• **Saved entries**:
_ _ _ _ _ _ _

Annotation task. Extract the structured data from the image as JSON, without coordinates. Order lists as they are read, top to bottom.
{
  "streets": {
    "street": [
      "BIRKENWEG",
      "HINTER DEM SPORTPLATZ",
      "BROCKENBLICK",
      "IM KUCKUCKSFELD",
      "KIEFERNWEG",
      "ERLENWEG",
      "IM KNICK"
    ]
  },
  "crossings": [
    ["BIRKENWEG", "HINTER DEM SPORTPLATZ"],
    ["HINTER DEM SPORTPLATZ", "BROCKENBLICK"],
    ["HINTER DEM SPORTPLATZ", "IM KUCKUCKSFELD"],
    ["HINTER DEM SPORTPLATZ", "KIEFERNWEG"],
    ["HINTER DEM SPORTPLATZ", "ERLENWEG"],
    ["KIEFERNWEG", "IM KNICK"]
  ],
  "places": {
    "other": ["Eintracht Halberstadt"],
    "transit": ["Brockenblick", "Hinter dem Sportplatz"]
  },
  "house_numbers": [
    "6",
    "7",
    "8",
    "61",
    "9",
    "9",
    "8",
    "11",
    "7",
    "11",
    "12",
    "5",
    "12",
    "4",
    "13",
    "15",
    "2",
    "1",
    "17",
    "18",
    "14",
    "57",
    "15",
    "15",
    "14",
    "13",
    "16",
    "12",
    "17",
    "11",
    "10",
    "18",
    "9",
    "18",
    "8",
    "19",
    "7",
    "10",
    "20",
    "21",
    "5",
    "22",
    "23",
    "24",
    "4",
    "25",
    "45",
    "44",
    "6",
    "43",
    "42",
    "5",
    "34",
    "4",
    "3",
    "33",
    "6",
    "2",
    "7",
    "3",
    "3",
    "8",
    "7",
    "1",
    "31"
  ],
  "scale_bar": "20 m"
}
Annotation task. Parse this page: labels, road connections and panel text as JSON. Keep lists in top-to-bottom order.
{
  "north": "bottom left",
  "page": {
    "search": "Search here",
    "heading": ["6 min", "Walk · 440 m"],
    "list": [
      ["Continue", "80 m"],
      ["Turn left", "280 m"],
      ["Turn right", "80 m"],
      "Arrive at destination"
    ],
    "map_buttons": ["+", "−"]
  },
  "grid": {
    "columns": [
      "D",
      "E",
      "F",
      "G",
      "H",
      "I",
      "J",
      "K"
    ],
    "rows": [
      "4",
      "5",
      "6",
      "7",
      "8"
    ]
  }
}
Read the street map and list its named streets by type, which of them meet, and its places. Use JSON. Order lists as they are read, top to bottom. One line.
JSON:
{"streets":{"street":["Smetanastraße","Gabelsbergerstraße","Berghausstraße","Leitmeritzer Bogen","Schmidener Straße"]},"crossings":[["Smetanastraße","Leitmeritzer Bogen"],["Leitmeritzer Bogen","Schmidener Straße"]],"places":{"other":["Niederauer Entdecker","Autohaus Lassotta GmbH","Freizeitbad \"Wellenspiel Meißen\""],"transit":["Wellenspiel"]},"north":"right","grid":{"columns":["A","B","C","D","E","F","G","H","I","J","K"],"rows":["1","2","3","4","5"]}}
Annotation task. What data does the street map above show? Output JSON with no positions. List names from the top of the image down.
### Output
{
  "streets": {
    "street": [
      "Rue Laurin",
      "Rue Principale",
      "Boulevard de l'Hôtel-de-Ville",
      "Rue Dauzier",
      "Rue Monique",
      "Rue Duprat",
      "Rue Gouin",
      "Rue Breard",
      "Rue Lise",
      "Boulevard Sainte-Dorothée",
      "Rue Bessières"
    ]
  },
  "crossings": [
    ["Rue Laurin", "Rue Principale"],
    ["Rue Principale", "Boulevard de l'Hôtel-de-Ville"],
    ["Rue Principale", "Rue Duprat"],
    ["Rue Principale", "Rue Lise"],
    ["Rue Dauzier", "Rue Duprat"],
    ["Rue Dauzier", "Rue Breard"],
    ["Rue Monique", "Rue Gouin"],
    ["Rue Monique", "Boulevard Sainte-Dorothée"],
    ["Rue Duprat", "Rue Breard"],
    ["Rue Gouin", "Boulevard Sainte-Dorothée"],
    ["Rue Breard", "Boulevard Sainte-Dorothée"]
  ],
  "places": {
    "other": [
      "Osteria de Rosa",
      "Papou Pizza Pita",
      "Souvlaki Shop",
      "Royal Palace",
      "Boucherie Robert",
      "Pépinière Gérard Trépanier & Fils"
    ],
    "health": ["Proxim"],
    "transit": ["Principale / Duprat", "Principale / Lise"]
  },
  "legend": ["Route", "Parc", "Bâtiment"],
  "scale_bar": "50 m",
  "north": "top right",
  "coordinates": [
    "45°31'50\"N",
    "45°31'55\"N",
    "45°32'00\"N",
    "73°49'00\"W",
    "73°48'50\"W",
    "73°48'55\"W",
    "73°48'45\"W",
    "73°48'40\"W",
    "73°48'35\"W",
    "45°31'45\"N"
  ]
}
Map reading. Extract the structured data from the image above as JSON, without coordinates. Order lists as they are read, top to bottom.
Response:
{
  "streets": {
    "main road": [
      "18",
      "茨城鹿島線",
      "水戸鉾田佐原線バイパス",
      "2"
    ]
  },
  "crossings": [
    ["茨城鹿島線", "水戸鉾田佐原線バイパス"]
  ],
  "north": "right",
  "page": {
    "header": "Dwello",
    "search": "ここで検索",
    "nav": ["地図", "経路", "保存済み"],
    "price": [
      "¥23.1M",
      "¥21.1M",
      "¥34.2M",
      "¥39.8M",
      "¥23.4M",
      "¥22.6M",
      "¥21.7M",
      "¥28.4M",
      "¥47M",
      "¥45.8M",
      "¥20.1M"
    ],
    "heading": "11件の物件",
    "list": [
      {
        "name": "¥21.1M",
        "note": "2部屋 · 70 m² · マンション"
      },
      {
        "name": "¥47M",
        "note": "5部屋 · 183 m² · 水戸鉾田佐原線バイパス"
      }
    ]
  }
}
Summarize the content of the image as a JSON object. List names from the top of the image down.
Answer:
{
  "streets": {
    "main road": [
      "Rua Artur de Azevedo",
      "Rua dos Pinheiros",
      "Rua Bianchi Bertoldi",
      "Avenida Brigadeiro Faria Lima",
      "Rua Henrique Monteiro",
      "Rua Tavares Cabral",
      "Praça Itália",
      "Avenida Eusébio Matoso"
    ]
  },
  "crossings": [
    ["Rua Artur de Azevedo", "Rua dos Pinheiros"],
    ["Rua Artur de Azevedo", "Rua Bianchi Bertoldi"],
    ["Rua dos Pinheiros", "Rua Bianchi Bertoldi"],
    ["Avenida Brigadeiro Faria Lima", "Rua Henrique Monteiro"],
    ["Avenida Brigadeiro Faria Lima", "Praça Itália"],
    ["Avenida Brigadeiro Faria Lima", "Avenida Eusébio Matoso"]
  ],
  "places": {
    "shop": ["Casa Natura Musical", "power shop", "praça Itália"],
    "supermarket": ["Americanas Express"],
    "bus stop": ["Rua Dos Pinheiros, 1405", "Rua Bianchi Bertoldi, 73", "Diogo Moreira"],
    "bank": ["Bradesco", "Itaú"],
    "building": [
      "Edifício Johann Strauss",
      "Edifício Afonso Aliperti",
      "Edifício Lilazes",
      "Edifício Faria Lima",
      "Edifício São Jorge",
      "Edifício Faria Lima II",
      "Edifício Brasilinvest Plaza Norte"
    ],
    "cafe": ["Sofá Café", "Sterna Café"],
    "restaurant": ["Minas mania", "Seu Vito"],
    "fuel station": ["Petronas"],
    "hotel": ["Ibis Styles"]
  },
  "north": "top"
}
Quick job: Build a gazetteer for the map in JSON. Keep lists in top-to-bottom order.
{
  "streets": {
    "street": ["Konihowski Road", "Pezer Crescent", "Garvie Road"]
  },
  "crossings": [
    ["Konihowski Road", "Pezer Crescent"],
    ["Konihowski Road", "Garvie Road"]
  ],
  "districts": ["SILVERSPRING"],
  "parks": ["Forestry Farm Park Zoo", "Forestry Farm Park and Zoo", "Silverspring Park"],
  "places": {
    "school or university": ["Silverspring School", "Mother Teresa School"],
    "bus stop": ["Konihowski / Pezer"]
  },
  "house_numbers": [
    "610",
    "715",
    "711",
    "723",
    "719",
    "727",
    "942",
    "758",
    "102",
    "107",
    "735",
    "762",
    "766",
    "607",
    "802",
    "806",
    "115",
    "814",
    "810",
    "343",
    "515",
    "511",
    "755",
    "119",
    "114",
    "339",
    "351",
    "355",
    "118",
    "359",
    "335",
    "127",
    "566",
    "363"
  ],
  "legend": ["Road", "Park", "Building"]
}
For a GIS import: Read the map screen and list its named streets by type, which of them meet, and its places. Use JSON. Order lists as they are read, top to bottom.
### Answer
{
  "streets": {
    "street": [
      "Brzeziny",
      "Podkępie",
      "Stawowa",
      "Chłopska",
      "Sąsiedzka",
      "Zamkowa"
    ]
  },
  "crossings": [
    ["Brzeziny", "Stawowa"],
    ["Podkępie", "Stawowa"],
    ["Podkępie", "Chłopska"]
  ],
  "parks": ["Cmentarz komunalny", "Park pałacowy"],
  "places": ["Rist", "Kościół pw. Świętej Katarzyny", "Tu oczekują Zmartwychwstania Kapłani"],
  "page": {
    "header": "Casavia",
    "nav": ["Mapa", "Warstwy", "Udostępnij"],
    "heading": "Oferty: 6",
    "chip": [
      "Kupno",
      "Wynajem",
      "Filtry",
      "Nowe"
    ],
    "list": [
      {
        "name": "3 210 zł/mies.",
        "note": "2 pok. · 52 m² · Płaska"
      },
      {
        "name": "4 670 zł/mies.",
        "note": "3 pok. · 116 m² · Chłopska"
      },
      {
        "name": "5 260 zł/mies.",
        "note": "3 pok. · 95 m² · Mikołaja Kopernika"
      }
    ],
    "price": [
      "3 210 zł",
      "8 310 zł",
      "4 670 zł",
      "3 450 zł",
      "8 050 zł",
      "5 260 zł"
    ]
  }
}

_ _ _ _ _ _ _

• **TASK GOAL**: Look over the records above and say how many lines hold the word "Matoso", giving the number alone.

• **WORKED SOLUTION**: 2